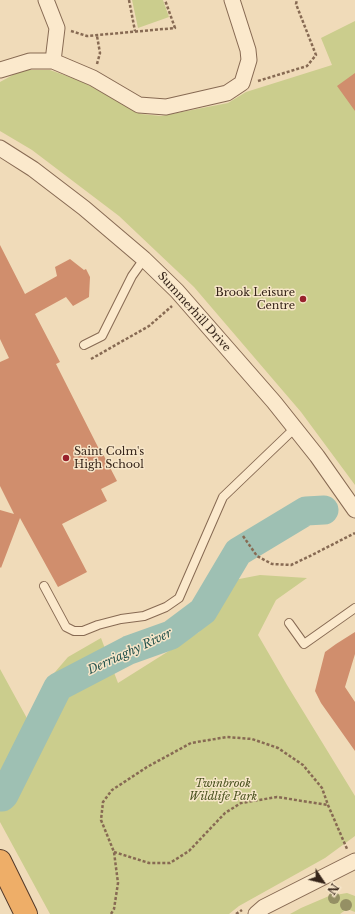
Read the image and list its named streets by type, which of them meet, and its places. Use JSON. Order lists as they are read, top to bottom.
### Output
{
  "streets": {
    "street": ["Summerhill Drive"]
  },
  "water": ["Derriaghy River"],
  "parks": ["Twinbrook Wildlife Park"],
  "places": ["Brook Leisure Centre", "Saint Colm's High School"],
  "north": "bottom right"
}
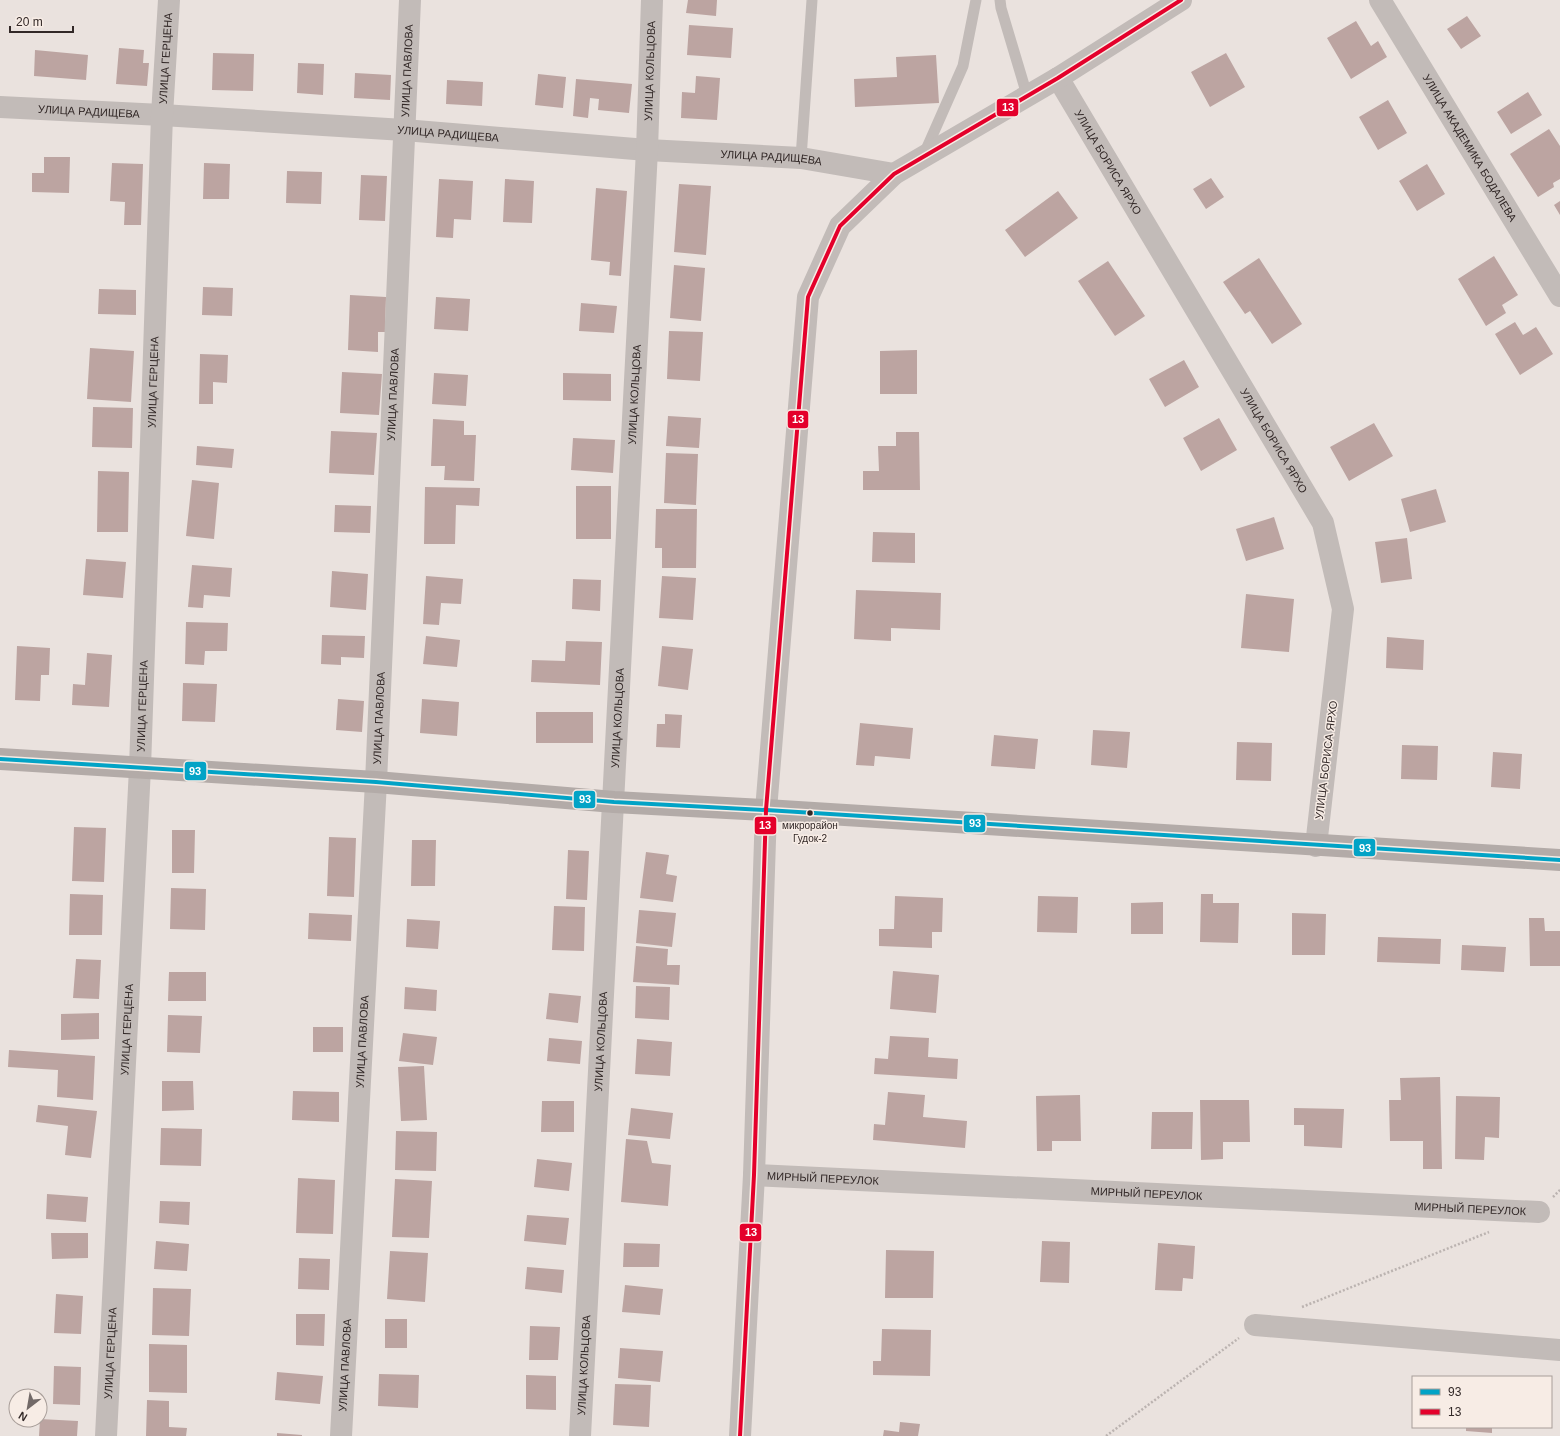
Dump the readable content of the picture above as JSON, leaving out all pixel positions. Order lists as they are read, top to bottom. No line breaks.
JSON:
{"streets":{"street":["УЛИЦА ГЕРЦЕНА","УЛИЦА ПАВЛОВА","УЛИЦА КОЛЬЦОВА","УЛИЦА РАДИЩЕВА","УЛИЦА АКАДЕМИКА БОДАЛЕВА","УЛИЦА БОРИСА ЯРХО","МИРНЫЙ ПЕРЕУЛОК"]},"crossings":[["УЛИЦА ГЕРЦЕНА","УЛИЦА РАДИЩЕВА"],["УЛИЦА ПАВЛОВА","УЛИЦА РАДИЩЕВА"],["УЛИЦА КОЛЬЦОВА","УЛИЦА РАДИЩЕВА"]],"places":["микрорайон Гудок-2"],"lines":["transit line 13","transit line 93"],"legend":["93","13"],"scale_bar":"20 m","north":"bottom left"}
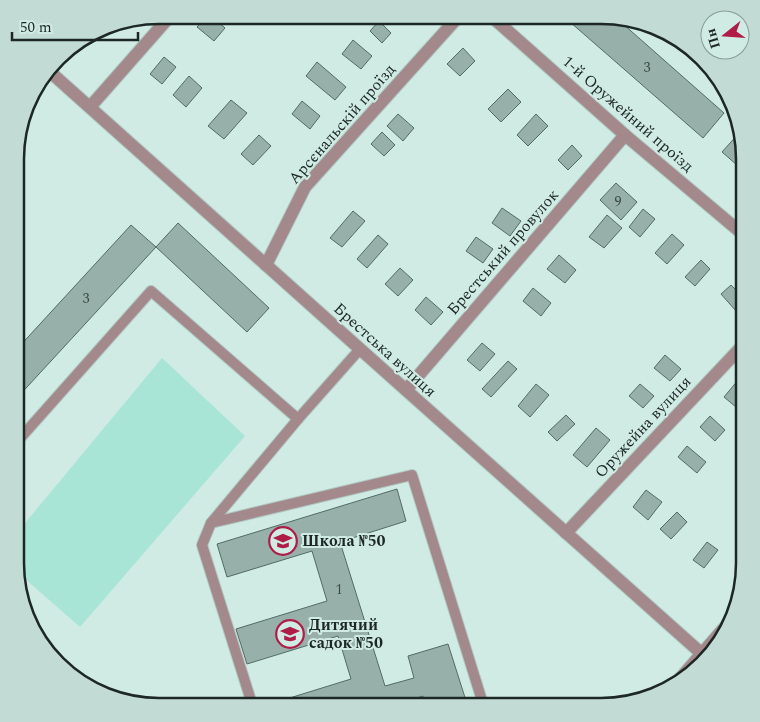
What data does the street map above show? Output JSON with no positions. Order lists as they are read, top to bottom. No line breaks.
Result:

+++

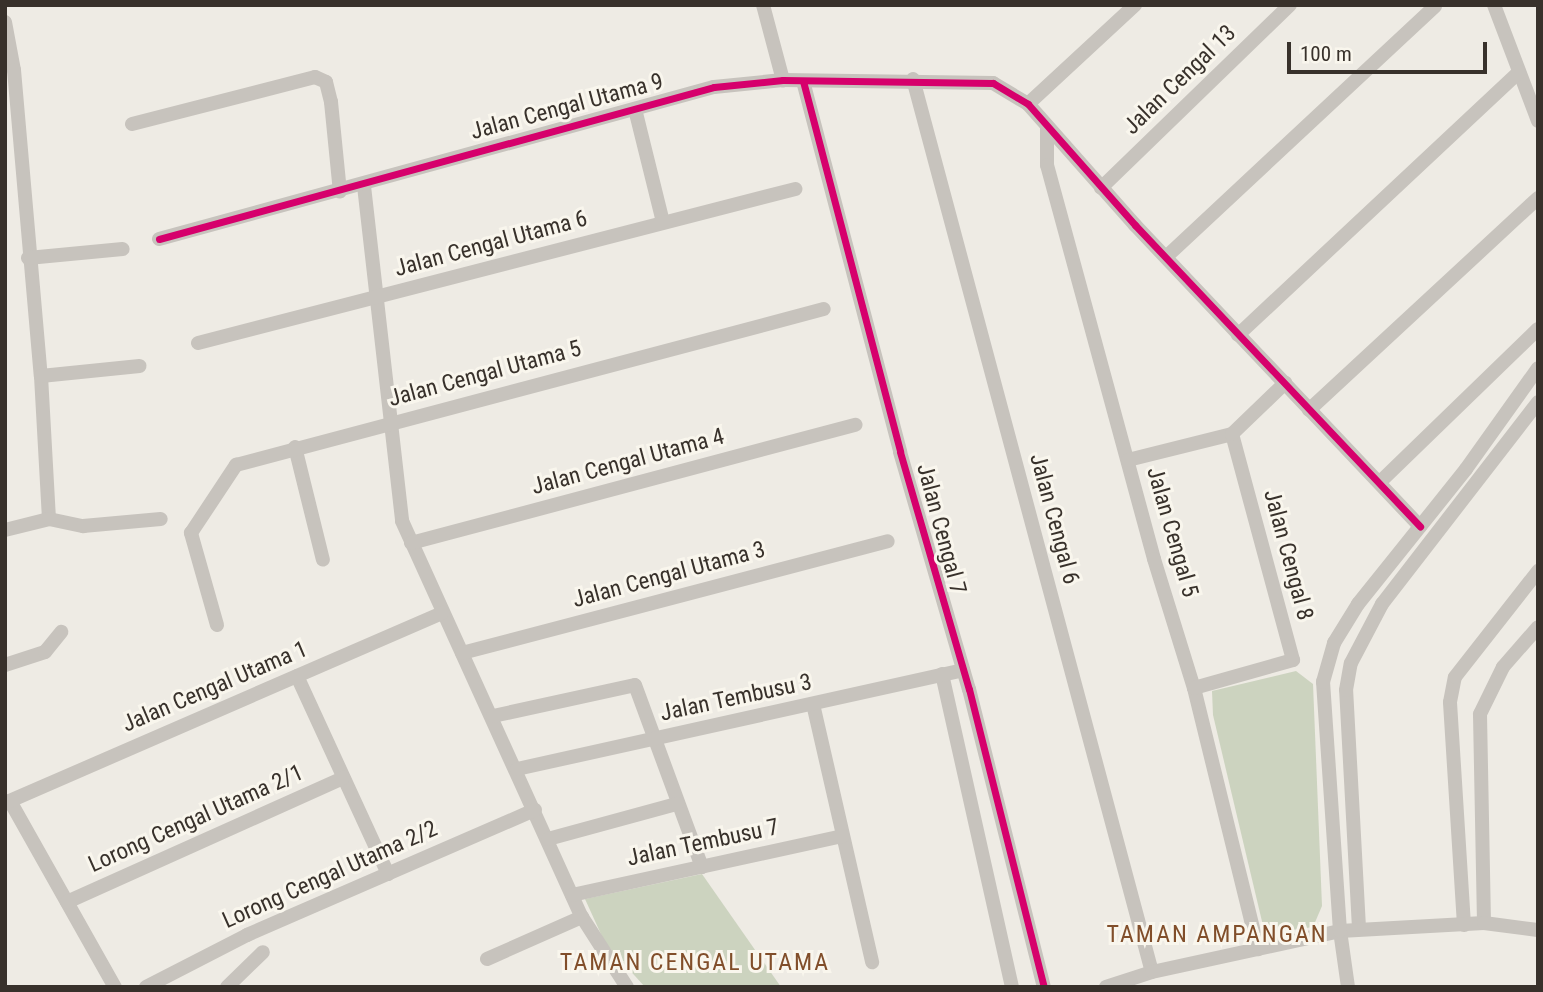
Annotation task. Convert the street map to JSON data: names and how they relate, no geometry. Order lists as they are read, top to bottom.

+++

What you need to do: What are the lines above from the one with "Read the image" to the one with "Dump the readable", both included? Reproduce them exactly, without pictures.

Exercise output:
Read the image and list its named streets by type, which of them meet, and its places. Use JSON. Order lists as they are read, top to bottom.
### Output
{
  "streets": {
    "street": ["Summerhill Drive"]
  },
  "water": ["Derriaghy River"],
  "parks": ["Twinbrook Wildlife Park"],
  "places": ["Brook Leisure Centre", "Saint Colm's High School"],
  "north": "bottom right"
}
Dump the readable content of the picture above as JSON, leaving out all pixel positions. Order lists as they are read, top to bottom. No line breaks.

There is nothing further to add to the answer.